Les concepts de « culture du risque » et de « mémoire collective » mériterait une ample discussion, parce qu’ils posent des problèmes d’échelle autant que de contenu : s’agit-il d’une seule culture, d’une seule mémoire, commune à tous ? Ou bien d’un ensemble de savoirs, savoir-faire et savoir-être conduisant à un comportement individuel approprié ? Reflet des travaux du laboratoire RIVES de l’ENTPE, l’ouvrage dirigé par François Duchêne et Christelle Morel-Journel508, basé sur des enquêtes ethnographiques auprès de riverains, conteste au contraire la portée de l’expression, « forgée au sein de l’appareil gestionnaire, et plus précisément technicien, constitué et animé par (et pour) des spécialistes » (p. 150). Pourtant, dans le cas japonais, il semble difficile de refuser l’existence de logiques plus globales, qui forgent les représentations et les comportements. Ainsi pour Yatabe (2000), « les tremblements de terre – ou jishin 地震 – ont dicté aux Japonais une certaine façon de concevoir la vie et la mort ».
« Culture » sous-entend que la familiarité et la répétition sont une source de meilleure adaptation au risque et, en cas de crise, d’une réaction (individuelle, collective) plus adéquate. Dans les petites îles en particulier, là où la communauté, k yôdôtai 共同体, ses règles coutumières, fubun-ritsu 不文律,et les solidaritésgardent une certaine consistance, cette culture du risque serait mieux préservée qu’autour des volcans rurbains dont la population s’est considérablement renouvelée ces dernières décennies, sous un double mouvement de dépeuplement villageois et de colonisation par des néo-ruraux. Elle compenserait un peu les autres paramètres qui rendent une évacuation plus délicate en contexte insulaire.
Mais il faut reconnaître que la banalisation n’est pas nécessairement un gage de bonne préparation face à la catastrophe. La question des échelles intervient de nouveau, car la répétition des catastrophes est collective, nationale, tandis que l’adaptation est aussi individuelle. Tous les Japonais n’ont pas, personnellement, dû faire face à une éruption ou à un séisme majeur. Masaka まさか!, incroyable, impensable, impossible, s’exclame une victime devant les caméras de télévision après le séisme du printemps 2005, à Fukuoka509. La réaction est bien compréhensible, devant les dégâts causés par le plus fort séisme local depuis plusieurs siècles (magnitude 7), mais aussi tristement comique six mois après la secousse de Niigata au centre du Japon, de magnitude presque égale510.

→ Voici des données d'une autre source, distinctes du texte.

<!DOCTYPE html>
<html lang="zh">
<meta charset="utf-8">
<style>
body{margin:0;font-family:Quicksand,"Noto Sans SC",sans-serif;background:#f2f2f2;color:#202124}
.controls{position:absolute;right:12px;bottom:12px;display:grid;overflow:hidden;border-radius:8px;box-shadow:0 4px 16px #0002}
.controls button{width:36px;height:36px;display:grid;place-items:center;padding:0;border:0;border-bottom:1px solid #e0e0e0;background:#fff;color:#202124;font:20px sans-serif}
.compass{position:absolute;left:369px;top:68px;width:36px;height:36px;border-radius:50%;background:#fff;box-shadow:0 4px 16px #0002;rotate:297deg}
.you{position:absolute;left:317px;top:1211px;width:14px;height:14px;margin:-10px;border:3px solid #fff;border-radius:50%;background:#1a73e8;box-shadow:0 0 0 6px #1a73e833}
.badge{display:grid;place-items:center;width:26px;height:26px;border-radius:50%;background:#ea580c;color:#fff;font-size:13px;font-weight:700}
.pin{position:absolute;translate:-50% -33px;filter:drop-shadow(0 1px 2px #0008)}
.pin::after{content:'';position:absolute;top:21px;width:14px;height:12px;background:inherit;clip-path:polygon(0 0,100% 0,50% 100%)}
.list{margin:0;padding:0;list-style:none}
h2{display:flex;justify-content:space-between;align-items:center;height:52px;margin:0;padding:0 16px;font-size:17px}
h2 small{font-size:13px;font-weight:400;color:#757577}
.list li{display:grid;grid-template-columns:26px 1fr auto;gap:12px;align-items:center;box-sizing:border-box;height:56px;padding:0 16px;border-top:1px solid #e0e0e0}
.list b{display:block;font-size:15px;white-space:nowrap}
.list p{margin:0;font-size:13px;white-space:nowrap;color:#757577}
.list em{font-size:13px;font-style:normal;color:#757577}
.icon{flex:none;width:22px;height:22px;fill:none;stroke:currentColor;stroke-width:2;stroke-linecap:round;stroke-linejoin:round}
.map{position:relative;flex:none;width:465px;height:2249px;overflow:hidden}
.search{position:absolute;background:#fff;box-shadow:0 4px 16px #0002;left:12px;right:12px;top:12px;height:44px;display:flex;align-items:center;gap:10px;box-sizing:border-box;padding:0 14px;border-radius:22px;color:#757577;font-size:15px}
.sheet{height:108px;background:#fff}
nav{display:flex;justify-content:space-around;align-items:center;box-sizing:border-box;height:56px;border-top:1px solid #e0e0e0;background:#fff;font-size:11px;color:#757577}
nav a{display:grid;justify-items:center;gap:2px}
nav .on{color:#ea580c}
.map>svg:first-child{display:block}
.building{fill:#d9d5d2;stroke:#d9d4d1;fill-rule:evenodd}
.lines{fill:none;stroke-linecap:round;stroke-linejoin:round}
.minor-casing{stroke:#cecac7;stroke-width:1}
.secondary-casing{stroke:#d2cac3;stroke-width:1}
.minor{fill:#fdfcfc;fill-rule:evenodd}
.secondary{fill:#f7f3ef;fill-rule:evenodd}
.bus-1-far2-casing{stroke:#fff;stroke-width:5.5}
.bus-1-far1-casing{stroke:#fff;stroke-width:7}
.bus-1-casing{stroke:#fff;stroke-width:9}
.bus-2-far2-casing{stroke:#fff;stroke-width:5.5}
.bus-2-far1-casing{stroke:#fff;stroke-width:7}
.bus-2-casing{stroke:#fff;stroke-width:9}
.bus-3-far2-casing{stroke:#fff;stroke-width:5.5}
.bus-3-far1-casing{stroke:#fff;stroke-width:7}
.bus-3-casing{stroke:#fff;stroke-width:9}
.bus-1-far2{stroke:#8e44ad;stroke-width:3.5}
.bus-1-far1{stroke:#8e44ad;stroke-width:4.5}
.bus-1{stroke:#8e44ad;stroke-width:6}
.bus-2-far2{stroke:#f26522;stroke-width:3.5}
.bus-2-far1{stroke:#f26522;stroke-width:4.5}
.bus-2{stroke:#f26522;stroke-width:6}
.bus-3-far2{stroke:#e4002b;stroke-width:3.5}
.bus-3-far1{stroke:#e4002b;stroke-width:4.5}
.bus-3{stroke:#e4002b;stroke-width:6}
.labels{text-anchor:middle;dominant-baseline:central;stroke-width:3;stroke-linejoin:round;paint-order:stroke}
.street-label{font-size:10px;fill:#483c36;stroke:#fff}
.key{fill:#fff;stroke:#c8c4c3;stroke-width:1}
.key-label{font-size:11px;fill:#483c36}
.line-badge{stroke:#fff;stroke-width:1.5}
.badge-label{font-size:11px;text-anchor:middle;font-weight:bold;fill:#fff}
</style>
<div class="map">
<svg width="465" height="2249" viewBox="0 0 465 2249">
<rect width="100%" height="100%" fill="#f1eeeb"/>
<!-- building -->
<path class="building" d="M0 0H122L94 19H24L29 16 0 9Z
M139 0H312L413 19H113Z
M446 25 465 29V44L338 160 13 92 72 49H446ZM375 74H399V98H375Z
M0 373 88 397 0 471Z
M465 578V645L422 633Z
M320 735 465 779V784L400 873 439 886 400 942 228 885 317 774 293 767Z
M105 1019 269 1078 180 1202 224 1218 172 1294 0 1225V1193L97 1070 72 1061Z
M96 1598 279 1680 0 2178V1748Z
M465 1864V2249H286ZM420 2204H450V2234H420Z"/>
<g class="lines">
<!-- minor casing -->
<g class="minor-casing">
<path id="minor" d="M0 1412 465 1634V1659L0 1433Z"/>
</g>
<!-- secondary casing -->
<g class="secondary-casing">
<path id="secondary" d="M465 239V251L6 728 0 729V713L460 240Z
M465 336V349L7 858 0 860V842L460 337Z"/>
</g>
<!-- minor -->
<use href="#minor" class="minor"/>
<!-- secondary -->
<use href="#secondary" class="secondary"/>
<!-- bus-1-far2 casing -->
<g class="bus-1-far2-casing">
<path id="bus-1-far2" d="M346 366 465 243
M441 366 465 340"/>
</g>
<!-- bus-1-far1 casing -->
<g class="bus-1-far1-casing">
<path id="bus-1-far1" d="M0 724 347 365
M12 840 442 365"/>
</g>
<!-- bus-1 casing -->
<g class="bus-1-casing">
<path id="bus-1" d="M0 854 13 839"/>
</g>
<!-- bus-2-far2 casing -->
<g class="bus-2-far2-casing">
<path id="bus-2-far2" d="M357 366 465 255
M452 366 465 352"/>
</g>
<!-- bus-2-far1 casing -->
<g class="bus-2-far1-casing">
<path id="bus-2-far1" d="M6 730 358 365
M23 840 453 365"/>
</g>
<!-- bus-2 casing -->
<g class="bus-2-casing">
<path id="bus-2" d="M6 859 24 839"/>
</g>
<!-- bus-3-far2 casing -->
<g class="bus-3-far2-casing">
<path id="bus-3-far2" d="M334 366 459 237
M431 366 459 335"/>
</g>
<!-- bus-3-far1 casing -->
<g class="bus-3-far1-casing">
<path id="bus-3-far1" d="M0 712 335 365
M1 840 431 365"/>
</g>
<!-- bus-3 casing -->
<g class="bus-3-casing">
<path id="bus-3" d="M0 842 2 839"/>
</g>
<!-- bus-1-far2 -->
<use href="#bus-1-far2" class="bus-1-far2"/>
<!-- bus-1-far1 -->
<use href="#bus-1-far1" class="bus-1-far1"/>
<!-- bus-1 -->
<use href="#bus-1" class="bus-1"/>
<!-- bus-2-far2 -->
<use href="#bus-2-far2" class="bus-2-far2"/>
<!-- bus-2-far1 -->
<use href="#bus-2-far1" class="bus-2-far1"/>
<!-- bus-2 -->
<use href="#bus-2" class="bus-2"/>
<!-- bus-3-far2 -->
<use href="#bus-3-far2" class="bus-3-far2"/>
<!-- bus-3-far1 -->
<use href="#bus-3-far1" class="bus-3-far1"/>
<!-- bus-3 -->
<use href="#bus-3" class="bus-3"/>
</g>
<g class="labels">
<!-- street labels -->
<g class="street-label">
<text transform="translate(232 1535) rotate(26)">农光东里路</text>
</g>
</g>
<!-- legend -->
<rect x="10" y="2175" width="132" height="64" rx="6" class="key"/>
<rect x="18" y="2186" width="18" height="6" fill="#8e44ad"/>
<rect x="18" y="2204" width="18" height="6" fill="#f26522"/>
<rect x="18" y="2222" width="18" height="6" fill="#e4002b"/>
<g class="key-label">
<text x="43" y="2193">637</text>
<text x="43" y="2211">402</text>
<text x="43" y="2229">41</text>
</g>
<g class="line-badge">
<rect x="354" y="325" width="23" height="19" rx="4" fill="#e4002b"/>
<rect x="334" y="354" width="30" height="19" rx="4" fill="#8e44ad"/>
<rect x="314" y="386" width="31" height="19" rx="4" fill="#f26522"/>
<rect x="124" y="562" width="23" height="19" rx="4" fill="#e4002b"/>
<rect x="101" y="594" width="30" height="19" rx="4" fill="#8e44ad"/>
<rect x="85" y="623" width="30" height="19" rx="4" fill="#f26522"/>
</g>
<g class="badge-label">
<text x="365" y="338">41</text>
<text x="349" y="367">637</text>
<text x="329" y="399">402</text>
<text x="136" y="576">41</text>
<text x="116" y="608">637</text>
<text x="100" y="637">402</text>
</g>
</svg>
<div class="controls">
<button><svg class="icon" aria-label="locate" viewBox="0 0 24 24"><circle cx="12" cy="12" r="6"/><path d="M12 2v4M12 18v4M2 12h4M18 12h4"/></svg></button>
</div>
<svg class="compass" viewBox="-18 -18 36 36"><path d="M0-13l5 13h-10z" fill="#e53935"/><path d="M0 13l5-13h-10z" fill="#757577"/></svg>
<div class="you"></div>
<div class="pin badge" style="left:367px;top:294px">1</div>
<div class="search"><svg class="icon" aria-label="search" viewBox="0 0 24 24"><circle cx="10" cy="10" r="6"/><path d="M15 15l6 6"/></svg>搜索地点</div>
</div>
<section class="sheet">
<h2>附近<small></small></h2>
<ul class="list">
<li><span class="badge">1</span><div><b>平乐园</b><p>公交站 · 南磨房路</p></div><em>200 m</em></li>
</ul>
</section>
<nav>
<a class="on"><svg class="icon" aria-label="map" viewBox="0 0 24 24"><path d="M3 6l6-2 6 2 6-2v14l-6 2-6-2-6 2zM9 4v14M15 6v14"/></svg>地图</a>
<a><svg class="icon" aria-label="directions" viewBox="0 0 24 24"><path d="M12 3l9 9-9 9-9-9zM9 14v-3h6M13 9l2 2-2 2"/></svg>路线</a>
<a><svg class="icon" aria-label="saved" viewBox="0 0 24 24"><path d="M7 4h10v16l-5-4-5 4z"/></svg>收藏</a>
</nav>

Les géographes, après les psychologues, ont largement appliqué la théorie de la dissonance cognitive511 au domaine des risques et à l’étude de la vulnérabilité. La dissonance conduit les individus à adapter leurs croyances à leur comportement ou à ce qu’ils voient, et non leurs comportements à leurs connaissances, comme on pourrait l’attendre. Par exemple, il y a une propension au refus de croire que le volcan voisin, mille fois regardé, sinon visité ou parcouru, puisse réellement entrer en éruption et métamorphoser le paysage au-delà de toute capacité humaine. Ce déni initial face aux signes avant coureurs n’est pas l’apanage des riverains, mais peut affecter tout autant les experts ou les gestionnaires. La distance au danger est une donnée essentielle, qui fait intervenir la contiguité. Plus généralement, « chacun voit midi à sa porte », juge et agit en fonction de sa position.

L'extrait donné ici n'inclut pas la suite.